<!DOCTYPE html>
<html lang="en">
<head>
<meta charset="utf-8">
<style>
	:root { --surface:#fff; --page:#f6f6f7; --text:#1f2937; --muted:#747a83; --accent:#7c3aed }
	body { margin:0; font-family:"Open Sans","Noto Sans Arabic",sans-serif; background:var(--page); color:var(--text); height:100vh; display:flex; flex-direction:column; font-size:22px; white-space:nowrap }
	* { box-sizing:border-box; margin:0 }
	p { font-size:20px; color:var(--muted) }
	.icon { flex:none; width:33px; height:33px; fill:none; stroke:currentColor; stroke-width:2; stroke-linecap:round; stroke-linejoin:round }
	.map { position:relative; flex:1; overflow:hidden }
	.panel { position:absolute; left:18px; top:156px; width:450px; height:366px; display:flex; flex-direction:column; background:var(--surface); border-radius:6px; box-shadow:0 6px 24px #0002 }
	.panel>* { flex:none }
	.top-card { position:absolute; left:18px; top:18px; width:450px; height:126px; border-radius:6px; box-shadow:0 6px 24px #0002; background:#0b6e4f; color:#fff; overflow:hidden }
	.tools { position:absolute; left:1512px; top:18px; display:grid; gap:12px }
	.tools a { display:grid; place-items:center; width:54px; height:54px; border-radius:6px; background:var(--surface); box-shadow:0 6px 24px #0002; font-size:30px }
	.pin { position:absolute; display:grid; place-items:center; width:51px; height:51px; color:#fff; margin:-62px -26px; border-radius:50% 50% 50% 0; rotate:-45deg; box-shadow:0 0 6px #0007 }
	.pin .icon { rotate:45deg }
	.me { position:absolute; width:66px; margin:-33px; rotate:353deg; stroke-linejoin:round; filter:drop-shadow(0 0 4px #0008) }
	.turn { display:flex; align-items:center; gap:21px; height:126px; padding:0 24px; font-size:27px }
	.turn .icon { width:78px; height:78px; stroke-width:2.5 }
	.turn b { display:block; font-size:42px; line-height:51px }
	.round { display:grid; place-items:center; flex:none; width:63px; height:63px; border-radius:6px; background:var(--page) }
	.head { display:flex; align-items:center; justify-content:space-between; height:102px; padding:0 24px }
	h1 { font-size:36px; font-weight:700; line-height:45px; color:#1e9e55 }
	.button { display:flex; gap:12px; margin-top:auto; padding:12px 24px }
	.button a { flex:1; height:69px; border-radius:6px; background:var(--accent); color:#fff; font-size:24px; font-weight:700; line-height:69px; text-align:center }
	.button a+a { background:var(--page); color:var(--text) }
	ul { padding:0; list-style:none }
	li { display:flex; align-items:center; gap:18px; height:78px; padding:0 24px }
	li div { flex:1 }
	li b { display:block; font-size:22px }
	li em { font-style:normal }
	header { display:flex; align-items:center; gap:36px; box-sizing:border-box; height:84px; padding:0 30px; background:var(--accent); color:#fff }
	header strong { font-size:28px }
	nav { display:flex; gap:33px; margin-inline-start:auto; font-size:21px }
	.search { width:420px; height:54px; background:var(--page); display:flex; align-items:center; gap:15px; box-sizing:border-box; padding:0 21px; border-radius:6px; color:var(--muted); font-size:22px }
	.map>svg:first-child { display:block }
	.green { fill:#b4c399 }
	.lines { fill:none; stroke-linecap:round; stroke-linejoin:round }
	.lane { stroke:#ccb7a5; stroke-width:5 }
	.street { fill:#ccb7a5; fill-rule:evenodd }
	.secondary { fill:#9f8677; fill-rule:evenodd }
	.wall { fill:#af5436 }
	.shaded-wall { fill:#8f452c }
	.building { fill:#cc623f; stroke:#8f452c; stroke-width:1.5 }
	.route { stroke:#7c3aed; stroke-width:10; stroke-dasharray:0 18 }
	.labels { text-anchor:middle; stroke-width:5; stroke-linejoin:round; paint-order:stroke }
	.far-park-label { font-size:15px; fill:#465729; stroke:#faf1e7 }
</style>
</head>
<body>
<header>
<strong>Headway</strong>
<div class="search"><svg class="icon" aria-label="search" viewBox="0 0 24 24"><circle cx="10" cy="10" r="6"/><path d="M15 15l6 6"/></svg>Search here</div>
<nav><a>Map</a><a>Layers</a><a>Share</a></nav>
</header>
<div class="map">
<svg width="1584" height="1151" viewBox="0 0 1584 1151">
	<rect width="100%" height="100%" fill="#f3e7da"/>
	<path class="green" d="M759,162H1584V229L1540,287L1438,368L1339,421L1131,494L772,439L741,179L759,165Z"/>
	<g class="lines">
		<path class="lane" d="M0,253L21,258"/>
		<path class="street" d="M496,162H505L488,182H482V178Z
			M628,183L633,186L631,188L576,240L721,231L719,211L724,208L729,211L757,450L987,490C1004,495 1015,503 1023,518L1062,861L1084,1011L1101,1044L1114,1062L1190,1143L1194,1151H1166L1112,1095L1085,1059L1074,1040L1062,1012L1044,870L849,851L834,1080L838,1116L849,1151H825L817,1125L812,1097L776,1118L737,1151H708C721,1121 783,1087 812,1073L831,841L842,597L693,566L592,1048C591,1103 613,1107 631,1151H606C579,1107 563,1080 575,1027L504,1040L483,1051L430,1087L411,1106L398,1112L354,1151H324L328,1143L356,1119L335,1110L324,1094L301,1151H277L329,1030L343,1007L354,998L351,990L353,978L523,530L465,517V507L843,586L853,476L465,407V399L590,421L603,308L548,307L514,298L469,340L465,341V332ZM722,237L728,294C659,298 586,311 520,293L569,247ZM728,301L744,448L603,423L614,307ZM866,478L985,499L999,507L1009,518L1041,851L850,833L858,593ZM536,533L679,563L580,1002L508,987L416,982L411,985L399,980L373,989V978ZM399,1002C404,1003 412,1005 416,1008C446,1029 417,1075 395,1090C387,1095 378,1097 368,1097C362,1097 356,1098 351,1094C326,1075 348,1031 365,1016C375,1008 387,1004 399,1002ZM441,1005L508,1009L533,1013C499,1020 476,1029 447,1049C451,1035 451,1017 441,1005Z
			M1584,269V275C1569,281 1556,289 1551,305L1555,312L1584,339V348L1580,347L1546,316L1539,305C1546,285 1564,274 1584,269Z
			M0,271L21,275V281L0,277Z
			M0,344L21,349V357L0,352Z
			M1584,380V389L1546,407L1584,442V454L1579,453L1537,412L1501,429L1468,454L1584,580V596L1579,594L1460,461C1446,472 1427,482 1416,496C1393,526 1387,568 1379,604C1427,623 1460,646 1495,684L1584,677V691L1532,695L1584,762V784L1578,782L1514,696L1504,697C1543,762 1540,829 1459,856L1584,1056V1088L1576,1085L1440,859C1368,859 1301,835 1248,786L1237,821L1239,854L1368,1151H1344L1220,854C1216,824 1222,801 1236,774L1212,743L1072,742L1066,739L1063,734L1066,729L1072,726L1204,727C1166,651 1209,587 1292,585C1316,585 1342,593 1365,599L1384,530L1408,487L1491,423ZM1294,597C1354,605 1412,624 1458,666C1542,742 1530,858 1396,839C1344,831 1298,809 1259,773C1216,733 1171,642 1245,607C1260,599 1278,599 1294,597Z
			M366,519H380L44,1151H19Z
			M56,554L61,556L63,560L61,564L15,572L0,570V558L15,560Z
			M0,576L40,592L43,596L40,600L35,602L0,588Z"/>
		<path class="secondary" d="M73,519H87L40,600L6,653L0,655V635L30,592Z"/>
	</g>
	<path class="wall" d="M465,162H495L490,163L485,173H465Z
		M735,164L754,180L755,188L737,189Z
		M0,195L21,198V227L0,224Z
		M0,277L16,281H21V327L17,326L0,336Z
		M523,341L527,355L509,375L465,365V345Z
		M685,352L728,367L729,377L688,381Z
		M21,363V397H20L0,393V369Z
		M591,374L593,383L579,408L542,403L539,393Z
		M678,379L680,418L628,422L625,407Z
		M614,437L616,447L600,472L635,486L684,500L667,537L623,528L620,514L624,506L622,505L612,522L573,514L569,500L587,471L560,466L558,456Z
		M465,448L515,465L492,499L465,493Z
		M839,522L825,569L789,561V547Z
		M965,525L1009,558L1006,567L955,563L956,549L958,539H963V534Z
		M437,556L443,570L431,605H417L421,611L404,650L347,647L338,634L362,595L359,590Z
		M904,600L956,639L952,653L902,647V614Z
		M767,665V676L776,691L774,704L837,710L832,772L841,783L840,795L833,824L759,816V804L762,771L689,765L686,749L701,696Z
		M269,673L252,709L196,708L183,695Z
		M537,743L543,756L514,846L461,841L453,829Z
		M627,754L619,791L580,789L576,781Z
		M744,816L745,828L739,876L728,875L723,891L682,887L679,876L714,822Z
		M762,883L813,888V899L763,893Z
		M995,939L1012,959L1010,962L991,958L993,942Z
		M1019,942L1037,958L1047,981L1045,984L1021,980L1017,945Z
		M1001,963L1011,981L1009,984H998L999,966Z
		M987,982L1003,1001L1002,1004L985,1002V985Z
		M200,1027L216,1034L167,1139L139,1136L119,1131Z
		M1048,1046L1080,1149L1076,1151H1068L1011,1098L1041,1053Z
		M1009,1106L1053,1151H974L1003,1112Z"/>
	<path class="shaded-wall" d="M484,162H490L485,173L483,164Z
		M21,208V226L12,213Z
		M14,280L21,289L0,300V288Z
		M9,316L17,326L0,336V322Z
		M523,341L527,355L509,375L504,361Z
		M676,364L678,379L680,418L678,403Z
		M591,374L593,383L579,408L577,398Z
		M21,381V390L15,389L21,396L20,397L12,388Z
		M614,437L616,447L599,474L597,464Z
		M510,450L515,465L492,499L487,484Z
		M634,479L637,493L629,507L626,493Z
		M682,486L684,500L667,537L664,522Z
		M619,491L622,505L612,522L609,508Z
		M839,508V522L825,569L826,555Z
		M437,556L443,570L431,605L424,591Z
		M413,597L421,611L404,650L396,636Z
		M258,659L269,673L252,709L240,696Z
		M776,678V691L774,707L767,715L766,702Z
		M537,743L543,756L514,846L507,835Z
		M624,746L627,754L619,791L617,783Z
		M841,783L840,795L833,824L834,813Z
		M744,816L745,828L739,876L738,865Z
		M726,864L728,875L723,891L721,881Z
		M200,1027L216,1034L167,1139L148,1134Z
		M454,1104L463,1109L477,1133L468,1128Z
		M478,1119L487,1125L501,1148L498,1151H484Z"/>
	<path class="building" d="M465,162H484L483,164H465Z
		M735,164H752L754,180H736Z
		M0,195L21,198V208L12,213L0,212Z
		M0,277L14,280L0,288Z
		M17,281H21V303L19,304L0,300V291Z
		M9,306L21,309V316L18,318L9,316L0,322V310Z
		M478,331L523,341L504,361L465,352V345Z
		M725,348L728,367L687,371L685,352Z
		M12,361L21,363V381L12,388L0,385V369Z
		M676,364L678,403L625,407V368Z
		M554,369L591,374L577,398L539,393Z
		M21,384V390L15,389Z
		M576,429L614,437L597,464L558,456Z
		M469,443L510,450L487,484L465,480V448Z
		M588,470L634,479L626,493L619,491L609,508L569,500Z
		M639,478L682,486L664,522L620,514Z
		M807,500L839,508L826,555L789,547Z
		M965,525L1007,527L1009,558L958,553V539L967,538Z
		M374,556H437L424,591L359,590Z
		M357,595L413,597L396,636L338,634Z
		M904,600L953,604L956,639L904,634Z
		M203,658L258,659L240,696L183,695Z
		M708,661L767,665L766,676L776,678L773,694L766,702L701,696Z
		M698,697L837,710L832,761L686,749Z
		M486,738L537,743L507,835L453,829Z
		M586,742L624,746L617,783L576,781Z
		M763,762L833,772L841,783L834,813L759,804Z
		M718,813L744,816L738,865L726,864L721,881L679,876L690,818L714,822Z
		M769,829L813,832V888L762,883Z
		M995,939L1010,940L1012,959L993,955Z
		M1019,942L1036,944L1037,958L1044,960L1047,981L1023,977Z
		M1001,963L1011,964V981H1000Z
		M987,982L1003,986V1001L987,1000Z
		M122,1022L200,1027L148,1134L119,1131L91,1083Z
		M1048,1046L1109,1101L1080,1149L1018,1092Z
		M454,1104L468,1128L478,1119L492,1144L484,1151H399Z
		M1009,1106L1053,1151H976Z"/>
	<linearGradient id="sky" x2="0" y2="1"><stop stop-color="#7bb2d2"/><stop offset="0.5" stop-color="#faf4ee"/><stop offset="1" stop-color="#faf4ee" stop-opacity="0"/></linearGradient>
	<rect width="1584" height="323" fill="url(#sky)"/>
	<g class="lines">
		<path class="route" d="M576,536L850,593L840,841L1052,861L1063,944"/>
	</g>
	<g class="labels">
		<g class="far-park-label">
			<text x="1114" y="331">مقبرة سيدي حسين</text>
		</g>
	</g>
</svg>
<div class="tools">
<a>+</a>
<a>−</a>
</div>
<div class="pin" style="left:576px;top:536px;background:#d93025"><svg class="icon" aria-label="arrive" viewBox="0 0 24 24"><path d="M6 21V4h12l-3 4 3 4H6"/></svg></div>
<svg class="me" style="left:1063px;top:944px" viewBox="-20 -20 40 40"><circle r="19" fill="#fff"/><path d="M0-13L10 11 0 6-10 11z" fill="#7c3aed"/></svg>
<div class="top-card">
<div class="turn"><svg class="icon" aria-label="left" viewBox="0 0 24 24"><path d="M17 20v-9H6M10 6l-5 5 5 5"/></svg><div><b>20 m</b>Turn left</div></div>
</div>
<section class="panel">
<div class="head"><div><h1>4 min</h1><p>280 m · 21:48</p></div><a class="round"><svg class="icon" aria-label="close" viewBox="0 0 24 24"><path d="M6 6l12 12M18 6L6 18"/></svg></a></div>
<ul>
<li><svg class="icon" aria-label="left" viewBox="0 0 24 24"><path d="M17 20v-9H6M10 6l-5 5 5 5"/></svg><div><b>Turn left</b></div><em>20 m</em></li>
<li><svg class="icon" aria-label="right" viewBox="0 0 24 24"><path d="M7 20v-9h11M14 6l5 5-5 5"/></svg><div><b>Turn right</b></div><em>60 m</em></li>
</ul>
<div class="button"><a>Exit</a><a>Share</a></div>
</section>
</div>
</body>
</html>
----
Pull every line containing the string "tools" out of the data above and copy it.

	.tools { position:absolute; left:1512px; top:18px; display:grid; gap:12px }
	.tools a { display:grid; place-items:center; width:54px; height:54px; border-radius:6px; background:var(--surface); box-shadow:0 6px 24px #0002; font-size:30px }
<div class="tools">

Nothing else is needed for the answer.